Comme souvent, hélas, en démocratie, l’opinion majoritaire est fondée sur une sainte ignorance. Dans son enquête, l’Observatoire ne pose pas la question de savoir s’il existe un pays européen où chacun peut en toute légalité se procurer des drogues dures et en consommer sans être inquiété par la police et la justice. Bien peu de Français savent qu’un tel pays existe.
Le Portugal a ainsi décriminalisé l’usage de toutes drogues en 2001. Ce pays a donc près de dix ans de recul pour juger de l’intérêt de cette mesure. Or le bilan est clairement positif. La consommation de drogues y est désormais l’une des plus faibles d’Europe et se fait dans des conditions sanitaires et psychologiques optimisées.
Pour tenter de réfléchir sereinement à ce sujet ô combien passionnel, la voie la plus efficace est d’examiner la situation aux Etats-Unis et en Amérique latine. Les problèmes nés de la prohibition y sont tellement monstrueux que les arguments en faveur d’une libéralisation du marché ne peuvent être ignorés de l’observateur de bonne foi. Quels sont-ils ? Le principal résume tous les autres : le coût économique, social et politique de la prohibition dépasse de très loin les bénéfices qu’elle est censée apporter. Malgré l’intensité de la ” guerre antidrogue ” menée par les Etats-Unis depuis des décennies, la consommation de drogues dans ce pays n’a pas diminué ; elle s’est ” démocratisée “, les prix ayant baissé. Un demi-million de personnes sont entassées dans les prisons américaines pour n’avoir souvent que consommé une drogue illicite. Quand ils en sortent, ils vivent en marge. Les cartels de la drogue n’ont jamais été aussi puissants, faisant trembler les fragiles démocraties latino-américaines. Au Mexique, les têtes coupées roulent sur l’asphalte. Partout, la corruption vérole les polices, les tribunaux et jusqu’aux plus hautes sphères des Etats.

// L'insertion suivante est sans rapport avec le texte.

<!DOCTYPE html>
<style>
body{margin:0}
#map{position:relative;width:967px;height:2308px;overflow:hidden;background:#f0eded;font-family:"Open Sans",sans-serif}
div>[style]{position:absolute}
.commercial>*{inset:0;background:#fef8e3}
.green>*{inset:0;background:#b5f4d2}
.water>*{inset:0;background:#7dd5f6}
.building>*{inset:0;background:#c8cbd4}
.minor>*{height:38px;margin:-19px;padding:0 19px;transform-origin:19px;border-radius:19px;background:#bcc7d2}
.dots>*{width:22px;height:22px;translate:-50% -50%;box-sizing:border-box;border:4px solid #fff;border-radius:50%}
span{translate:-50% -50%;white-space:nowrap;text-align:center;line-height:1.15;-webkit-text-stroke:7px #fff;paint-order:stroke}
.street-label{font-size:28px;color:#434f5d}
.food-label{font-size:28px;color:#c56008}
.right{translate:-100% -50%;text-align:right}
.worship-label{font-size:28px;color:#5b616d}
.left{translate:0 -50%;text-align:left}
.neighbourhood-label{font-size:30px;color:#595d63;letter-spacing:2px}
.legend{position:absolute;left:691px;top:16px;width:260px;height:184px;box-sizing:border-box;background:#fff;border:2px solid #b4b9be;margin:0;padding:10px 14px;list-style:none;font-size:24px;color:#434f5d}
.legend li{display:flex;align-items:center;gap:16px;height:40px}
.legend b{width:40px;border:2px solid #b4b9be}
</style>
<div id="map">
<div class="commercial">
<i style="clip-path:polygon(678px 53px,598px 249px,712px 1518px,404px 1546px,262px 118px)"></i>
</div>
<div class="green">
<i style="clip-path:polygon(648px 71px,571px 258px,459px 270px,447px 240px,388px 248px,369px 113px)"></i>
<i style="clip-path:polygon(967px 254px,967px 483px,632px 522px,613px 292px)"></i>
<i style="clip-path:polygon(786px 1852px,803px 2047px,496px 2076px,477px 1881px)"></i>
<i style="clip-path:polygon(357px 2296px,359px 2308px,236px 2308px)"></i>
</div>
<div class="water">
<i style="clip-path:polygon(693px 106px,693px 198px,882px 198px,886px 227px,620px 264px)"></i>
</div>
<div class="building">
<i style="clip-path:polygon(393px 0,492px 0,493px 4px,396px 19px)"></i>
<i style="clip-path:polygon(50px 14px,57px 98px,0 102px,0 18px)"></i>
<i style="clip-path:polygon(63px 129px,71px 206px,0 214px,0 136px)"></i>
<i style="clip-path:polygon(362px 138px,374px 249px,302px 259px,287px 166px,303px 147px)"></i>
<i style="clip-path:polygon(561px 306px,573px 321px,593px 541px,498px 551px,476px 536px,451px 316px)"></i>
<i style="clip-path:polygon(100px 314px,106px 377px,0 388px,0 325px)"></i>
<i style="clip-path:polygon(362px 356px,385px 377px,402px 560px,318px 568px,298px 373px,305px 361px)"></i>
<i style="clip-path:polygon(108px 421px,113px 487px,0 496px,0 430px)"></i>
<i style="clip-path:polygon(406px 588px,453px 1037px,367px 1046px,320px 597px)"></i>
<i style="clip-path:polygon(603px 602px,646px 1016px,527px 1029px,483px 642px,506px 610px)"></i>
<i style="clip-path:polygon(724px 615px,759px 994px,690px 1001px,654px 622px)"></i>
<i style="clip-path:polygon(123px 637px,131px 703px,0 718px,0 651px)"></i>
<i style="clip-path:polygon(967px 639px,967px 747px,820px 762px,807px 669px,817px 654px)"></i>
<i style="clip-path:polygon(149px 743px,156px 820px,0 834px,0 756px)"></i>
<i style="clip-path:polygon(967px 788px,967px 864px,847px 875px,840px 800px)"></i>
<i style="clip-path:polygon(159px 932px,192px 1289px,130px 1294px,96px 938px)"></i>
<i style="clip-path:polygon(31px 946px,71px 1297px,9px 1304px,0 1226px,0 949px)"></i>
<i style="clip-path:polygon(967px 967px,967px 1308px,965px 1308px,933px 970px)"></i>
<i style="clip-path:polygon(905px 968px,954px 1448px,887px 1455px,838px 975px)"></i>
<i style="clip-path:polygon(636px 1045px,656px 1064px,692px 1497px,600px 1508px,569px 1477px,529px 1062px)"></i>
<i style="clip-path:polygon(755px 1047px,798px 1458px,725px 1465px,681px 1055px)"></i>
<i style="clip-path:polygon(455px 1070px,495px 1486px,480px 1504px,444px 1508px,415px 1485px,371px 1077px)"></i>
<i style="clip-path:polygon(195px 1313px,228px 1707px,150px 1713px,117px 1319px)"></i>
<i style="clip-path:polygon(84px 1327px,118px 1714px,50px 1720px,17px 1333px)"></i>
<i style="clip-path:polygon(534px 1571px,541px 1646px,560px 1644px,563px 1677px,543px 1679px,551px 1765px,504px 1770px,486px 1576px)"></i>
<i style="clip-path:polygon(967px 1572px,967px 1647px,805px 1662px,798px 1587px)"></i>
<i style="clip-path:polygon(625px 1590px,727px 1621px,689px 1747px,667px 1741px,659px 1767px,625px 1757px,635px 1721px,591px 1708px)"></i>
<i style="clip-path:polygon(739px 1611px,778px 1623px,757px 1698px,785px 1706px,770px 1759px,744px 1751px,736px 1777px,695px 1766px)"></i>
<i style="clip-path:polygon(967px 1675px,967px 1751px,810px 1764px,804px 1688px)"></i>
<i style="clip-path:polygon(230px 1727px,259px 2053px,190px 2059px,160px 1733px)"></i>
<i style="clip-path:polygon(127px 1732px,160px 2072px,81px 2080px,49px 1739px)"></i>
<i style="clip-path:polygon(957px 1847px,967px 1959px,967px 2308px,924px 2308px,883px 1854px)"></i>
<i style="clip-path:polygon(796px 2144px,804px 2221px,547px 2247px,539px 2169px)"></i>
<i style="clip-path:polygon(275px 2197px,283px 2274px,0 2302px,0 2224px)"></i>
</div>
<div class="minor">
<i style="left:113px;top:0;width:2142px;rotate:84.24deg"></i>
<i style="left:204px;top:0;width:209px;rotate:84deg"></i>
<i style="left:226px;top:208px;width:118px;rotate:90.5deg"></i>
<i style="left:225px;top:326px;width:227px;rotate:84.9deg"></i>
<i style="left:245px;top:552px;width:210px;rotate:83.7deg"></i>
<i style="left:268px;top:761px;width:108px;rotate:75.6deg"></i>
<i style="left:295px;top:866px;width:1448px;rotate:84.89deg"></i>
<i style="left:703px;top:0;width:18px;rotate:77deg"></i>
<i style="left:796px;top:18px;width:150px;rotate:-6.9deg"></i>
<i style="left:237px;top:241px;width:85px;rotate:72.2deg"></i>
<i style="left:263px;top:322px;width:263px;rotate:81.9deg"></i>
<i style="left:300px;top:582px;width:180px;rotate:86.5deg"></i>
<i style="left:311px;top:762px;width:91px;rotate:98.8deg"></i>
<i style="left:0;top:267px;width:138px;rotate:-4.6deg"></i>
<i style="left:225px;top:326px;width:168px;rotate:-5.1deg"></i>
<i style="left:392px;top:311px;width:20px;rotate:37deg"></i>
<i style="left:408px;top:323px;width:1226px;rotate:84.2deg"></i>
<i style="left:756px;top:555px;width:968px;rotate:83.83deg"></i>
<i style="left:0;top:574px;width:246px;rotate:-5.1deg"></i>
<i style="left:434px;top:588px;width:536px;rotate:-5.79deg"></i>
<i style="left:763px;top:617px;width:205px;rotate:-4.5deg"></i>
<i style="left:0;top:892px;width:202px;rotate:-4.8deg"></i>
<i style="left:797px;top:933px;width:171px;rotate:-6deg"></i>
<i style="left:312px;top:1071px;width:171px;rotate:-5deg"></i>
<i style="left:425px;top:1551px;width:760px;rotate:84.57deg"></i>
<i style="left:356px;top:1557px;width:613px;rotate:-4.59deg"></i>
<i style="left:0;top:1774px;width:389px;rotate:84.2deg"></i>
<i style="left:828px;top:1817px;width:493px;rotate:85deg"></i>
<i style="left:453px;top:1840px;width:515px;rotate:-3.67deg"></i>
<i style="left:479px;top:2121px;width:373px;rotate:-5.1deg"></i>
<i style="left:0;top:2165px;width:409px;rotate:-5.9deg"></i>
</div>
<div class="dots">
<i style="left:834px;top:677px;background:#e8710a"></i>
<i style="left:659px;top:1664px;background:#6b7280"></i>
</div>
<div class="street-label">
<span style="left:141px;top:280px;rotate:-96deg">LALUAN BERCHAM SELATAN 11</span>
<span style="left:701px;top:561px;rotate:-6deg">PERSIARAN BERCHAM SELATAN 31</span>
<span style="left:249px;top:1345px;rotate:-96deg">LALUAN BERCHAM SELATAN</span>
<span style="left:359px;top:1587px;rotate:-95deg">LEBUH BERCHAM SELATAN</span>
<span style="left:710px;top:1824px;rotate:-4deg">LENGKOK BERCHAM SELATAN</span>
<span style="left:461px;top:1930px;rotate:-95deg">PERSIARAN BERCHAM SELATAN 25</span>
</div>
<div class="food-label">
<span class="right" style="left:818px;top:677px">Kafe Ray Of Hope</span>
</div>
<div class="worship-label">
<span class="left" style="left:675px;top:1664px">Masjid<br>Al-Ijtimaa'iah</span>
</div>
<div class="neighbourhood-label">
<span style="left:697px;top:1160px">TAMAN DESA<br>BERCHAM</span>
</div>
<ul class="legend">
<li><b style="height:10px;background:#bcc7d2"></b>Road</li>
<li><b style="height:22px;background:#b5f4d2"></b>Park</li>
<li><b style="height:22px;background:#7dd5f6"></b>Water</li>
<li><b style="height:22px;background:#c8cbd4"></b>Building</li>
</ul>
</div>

Il n’est pas difficile de comprendre que la prohibition actuelle reproduit l’erreur de celle de l’alcool des années 1920, avec des effets décuplés sur le crime, la santé publique et la cohésion sociale. Si l’on ajoute la question de l’Afghanistan, où armée américaine et talibans se disputent le contrôle de l’épicentre de la production de l’héroïne mondiale, on voit que la prohibition contribue à compromettre la paix.
Sur ce bilan désastreux, la plupart des experts de bonne foi sont d’accord, d’accord aussi pour conclure à la nécessité d’étudier les moyens d’assouplir les dispositifs répressifs, de libéraliser les conditions d’achat, voire de légaliser complètement le marché. Traiter les drogues comme l’alcool (qui est une drogue dure, ne l’oublions pas), telle est la solution préconisée depuis longtemps par divers économistes. L’héroïne, la cocaïne et les amphétamines seraient produites par des compagnies privées, soumises aux procédures de contrôle qualité, et leur commerce taxé. Les acheteurs seraient avertis des effets de ces produits, comme ils le sont pour l’alcool et le tabac, mais ils seraient libres de consommer ou non. Le pari est que la consommation n’augmenterait pas – mais peut-être diminuerait, comme l’exemple portugais le laisse espérer.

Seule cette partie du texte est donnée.